Optimize workload resource usage with Kubernetes app and Notebooks
Latest Dynatrace
Maximize your cluster resources and reduce costs by identifying and optimizing underutilized workloads. Leverage the Kubernetes app alongside advanced queries in Notebooks, powered by data from Grail, for precise resource allocation suggestions.
This guide is tailored for Ops, DevOps, and DevSecOps professionals managing Kubernetes clusters. A basic understanding of Kubernetes concepts such as resource requests/limits, pods, and nodes is assumed, though expertise in Dynatrace or cluster management is not required.
Scenario
- Difficulty in scheduling workloads due to resource availability errors.
- Reports indicate high resource usage based on requests, yet actual node usage for CPU and memory remains low.
Prerequisites
- Access to a Kubernetes cluster.
- New Kubernetes experience configured.
Identify and optimize resources
Strategies applicable for optimizing a specific resource type, such as CPU, can similarly be adapted for others, like memory.

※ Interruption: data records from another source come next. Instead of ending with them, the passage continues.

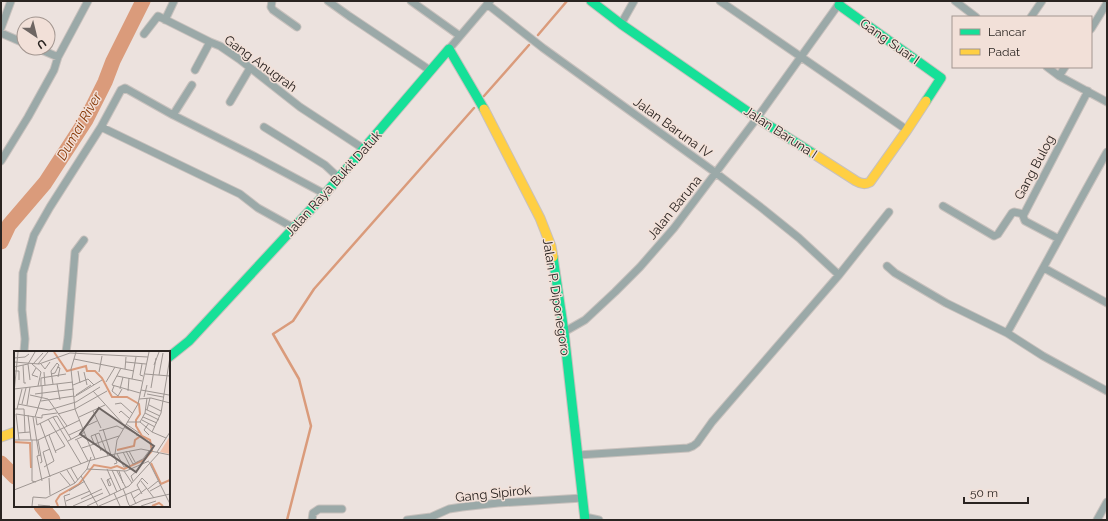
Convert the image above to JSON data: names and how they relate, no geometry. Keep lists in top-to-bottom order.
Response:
{
  "streets": {
    "main road": [
      "Gang Suar I",
      "Jalan Baruna I",
      "Jalan Raya Bukit Datuk",
      "Jalan P. Diponegoro"
    ],
    "street": [
      "Gang Anugrah",
      "Jalan Baruna IV",
      "Gang Bulog",
      "Jalan Baruna",
      "Gang Sipirok"
    ]
  },
  "crossings": [
    ["Gang Suar I", "Jalan Baruna I"],
    ["Gang Suar I", "Jalan Baruna"],
    ["Gang Anugrah", "Jalan Raya Bukit Datuk"],
    ["Jalan Baruna IV", "Jalan Raya Bukit Datuk"],
    ["Jalan Baruna IV", "Jalan Baruna"],
    ["Jalan Baruna I", "Jalan Baruna"],
    ["Jalan Raya Bukit Datuk", "Jalan P. Diponegoro"],
    ["Jalan Baruna", "Jalan P. Diponegoro"],
    ["Jalan P. Diponegoro", "Gang Sipirok"]
  ],
  "water": ["Dumai River"],
  "legend": ["Lancar", "Padat"],
  "scale_bar": "50 m",
  "north": "bottom right"
}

Identify clusters for optimization
Analyze cluster workloads
Optimize workload resources
Address workloads lacking request or limits
Identify clusters for optimization
Select one or more clusters for detailed analysis, focusing on those with the highest levels of unused CPU resources. This can be accomplished by organizing clusters based on their CPU slack.
Slack refers to the difference between the resources requested (CPU or memory) and those actually utilized:
- Positive slack indicates underutilization, where less is used than requested.

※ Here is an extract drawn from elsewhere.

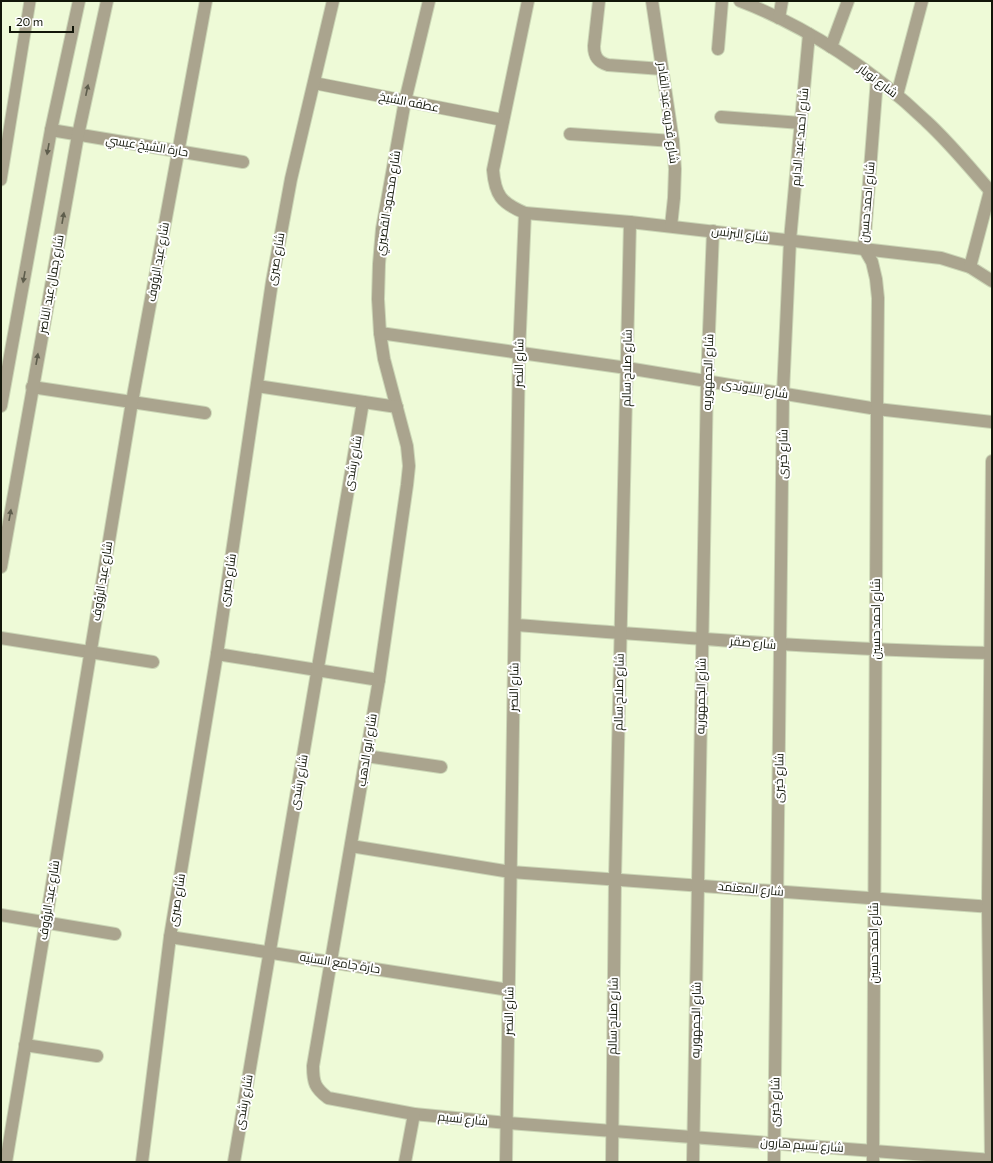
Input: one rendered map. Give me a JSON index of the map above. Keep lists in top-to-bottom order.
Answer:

- Negative slack suggests overutilization, where usage exceeds requests.
Ideally, slack should be minimized while maintaining a buffer for fluctuations. Such approaches are discussed in step 3.
Analyze cluster workloads
Examine the specific workloads within the chosen cluster. Navigate to the workload overview via the cluster's page to observe the CPU slack visually.
Selecting View in workloads list applies a filter for the selected cluster, transitioning the display to an aggregated view of all workloads.
Prior to diving into our workload analysis, it's beneficial to apply another filter to ensure we're only examining healthy workloads. Given that slack is determined by current resource usage, metrics from workloads that are restarting or in an unhealthy or pending state may not accurately reflect typical usage patterns. To focus our analysis on reliable data, we'll add a filter to display only healthy workloads.
Select Add filter next to any existing filters and select Health with Healthy value.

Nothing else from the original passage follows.